• [About this task] Pull out every line with the word "north" from the entries below.

Content starts

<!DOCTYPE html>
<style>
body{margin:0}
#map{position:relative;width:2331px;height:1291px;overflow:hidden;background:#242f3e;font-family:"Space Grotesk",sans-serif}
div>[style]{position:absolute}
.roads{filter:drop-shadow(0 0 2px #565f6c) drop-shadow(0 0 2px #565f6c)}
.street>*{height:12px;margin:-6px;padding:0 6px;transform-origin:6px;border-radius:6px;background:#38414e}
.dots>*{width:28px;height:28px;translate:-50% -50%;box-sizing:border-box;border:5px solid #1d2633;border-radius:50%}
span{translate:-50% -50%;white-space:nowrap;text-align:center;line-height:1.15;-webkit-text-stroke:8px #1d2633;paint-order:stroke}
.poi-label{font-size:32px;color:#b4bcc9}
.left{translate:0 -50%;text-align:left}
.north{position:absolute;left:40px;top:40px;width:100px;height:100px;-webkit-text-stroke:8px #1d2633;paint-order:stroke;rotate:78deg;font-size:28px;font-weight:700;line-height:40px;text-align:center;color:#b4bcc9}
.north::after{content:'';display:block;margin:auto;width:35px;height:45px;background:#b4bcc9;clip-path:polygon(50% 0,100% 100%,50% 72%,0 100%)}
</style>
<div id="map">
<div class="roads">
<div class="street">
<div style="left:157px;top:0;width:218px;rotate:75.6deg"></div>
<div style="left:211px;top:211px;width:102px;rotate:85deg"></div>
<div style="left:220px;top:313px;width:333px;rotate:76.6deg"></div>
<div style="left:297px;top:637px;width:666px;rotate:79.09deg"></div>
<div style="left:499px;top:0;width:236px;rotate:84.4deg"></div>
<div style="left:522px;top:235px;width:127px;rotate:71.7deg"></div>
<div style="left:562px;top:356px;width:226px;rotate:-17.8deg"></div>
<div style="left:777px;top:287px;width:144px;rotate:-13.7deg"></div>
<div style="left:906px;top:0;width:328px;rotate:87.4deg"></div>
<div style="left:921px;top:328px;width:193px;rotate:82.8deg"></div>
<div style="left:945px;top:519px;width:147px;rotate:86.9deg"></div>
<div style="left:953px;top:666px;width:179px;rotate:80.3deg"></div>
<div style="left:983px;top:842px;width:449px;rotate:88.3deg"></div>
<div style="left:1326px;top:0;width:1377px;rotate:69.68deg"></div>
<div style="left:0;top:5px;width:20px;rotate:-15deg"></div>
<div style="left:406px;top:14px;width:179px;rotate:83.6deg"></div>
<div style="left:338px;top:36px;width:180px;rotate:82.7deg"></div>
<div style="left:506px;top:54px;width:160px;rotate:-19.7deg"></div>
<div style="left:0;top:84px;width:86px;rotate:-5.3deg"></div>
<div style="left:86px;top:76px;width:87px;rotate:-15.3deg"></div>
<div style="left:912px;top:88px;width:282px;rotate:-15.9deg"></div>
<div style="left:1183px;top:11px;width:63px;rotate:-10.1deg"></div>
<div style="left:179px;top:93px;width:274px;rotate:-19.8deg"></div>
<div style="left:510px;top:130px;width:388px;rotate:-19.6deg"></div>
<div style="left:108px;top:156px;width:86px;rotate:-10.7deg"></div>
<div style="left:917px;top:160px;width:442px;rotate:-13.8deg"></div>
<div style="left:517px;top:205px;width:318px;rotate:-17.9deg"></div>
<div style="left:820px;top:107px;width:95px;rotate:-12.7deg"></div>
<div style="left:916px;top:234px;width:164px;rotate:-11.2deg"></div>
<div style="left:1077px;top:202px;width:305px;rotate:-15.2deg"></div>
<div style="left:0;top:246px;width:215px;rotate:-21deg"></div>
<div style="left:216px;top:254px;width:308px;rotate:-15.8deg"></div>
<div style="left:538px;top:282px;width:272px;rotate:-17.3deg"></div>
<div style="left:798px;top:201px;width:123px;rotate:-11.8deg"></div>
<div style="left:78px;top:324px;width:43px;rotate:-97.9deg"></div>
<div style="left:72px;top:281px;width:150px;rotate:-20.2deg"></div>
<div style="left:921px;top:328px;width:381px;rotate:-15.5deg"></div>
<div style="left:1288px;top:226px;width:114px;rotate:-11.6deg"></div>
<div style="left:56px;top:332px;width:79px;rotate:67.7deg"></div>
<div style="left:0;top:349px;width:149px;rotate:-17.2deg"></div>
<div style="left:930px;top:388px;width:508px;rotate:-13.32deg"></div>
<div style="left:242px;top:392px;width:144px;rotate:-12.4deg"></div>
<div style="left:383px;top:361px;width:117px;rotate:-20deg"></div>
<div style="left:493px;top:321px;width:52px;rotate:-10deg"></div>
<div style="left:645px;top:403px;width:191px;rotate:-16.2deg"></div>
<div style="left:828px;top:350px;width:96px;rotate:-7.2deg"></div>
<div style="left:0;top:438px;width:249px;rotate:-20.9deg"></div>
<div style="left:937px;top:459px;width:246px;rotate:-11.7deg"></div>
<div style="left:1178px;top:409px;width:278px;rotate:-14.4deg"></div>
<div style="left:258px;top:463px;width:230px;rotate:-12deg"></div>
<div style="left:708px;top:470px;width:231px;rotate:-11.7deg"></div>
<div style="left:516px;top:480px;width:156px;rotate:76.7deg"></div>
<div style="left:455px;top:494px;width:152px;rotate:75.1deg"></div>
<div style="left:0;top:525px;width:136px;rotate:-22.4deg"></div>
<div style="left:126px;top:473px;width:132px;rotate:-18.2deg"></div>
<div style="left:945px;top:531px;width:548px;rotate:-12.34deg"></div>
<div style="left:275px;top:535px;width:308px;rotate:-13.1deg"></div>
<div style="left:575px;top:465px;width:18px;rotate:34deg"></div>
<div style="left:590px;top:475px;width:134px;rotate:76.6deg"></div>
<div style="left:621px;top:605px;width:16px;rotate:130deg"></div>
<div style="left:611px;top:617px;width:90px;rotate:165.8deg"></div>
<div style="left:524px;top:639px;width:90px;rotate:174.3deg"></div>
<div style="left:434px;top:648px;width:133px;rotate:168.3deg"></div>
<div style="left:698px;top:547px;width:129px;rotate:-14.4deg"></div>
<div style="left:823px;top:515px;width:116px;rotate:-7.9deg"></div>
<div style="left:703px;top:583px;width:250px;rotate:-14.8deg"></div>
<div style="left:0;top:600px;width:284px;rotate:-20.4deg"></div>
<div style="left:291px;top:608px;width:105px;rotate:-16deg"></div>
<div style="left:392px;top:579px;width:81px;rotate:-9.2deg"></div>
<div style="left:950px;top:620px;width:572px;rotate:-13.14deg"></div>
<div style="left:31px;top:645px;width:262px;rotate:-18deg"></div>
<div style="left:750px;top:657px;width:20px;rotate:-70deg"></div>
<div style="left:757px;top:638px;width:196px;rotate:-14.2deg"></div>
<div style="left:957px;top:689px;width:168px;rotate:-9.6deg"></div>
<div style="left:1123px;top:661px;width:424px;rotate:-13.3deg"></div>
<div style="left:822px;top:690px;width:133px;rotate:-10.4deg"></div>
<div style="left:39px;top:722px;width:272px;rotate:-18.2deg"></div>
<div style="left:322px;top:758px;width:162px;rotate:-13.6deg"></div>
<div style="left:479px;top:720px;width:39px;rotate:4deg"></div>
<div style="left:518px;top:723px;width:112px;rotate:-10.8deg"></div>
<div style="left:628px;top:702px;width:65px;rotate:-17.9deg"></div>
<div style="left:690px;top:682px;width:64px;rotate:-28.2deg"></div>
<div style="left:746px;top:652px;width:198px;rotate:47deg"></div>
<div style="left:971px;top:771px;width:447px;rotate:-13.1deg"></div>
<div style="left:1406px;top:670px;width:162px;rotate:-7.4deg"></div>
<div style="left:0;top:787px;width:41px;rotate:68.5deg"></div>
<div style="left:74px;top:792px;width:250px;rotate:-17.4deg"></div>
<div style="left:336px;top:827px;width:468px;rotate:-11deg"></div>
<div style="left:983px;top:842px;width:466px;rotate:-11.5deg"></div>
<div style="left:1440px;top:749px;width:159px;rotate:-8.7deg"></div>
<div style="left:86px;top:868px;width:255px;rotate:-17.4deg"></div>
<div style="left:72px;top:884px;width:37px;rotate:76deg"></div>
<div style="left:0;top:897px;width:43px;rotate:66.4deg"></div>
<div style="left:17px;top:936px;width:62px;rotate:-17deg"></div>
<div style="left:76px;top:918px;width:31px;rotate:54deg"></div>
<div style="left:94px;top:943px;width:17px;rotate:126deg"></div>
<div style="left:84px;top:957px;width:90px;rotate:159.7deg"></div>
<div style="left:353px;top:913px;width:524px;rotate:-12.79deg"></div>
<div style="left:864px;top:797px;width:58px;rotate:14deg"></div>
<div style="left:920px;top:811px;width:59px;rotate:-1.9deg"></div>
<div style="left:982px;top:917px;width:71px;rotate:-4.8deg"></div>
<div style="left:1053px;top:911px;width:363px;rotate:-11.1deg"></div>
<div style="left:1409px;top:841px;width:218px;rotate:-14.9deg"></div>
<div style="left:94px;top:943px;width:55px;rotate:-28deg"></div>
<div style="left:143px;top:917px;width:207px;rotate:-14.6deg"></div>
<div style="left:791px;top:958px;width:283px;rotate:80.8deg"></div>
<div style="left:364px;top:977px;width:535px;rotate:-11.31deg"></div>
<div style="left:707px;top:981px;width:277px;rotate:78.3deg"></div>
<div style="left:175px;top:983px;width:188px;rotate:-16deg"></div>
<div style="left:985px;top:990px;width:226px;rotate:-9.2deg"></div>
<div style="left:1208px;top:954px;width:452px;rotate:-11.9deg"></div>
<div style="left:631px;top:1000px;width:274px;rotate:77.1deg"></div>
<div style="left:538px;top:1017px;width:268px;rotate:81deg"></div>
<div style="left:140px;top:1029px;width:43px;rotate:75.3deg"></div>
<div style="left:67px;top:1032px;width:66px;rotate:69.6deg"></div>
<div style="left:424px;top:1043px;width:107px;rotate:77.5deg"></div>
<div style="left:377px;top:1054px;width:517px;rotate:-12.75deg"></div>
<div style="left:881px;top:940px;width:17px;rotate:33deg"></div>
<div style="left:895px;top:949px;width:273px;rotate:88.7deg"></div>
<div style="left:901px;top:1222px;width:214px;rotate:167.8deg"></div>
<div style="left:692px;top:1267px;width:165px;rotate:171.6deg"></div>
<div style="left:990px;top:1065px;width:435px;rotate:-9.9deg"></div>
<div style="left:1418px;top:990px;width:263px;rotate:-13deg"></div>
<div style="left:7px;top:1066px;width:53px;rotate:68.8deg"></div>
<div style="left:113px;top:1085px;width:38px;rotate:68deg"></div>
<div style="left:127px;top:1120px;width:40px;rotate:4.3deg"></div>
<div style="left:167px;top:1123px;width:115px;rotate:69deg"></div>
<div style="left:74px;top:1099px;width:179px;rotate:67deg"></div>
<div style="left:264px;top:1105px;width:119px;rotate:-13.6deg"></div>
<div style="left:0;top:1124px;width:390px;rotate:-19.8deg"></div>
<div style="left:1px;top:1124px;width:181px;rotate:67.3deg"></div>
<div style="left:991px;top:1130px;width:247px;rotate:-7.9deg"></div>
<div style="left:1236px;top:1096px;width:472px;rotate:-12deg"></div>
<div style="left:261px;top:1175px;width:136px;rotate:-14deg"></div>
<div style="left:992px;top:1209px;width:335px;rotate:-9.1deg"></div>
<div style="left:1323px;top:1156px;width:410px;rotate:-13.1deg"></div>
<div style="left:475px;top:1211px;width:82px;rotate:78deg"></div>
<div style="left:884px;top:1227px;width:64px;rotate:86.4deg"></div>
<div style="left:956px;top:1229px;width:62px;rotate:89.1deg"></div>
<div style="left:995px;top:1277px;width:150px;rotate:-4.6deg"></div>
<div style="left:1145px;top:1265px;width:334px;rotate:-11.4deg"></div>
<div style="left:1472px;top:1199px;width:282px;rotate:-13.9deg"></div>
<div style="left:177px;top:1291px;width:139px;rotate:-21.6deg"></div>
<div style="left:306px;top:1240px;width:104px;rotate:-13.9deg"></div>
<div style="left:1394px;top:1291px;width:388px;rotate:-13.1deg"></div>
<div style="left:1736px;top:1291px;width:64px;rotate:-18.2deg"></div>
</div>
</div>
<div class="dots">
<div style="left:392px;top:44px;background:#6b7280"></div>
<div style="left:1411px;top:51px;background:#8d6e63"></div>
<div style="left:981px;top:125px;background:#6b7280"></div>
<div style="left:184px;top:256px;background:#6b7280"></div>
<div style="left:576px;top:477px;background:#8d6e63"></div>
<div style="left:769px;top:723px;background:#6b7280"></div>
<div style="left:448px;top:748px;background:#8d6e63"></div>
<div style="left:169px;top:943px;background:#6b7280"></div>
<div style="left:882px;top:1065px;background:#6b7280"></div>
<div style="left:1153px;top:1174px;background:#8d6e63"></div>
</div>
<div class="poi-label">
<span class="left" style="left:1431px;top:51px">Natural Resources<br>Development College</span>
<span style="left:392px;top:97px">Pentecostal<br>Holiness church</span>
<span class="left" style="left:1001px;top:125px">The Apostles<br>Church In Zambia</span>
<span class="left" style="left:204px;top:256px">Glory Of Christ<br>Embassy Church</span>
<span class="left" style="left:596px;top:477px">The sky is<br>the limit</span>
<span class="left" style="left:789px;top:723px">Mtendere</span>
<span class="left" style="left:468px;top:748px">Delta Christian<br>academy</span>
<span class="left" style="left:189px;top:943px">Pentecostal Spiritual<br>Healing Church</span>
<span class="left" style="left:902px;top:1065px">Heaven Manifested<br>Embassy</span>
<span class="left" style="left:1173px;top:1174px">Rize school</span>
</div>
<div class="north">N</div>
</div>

Content ends

• [Output of the task]
.north{position:absolute;left:40px;top:40px;width:100px;height:100px;-webkit-text-stroke:8px #1d2633;paint-order:stroke;rotate:78deg;font-size:28px;font-weight:700;line-height:40px;text-align:center;color:#b4bcc9}
.north::after{content:'';display:block;margin:auto;width:35px;height:45px;background:#b4bcc9;clip-path:polygon(50% 0,100% 100%,50% 72%,0 100%)}
<div class="north">N</div>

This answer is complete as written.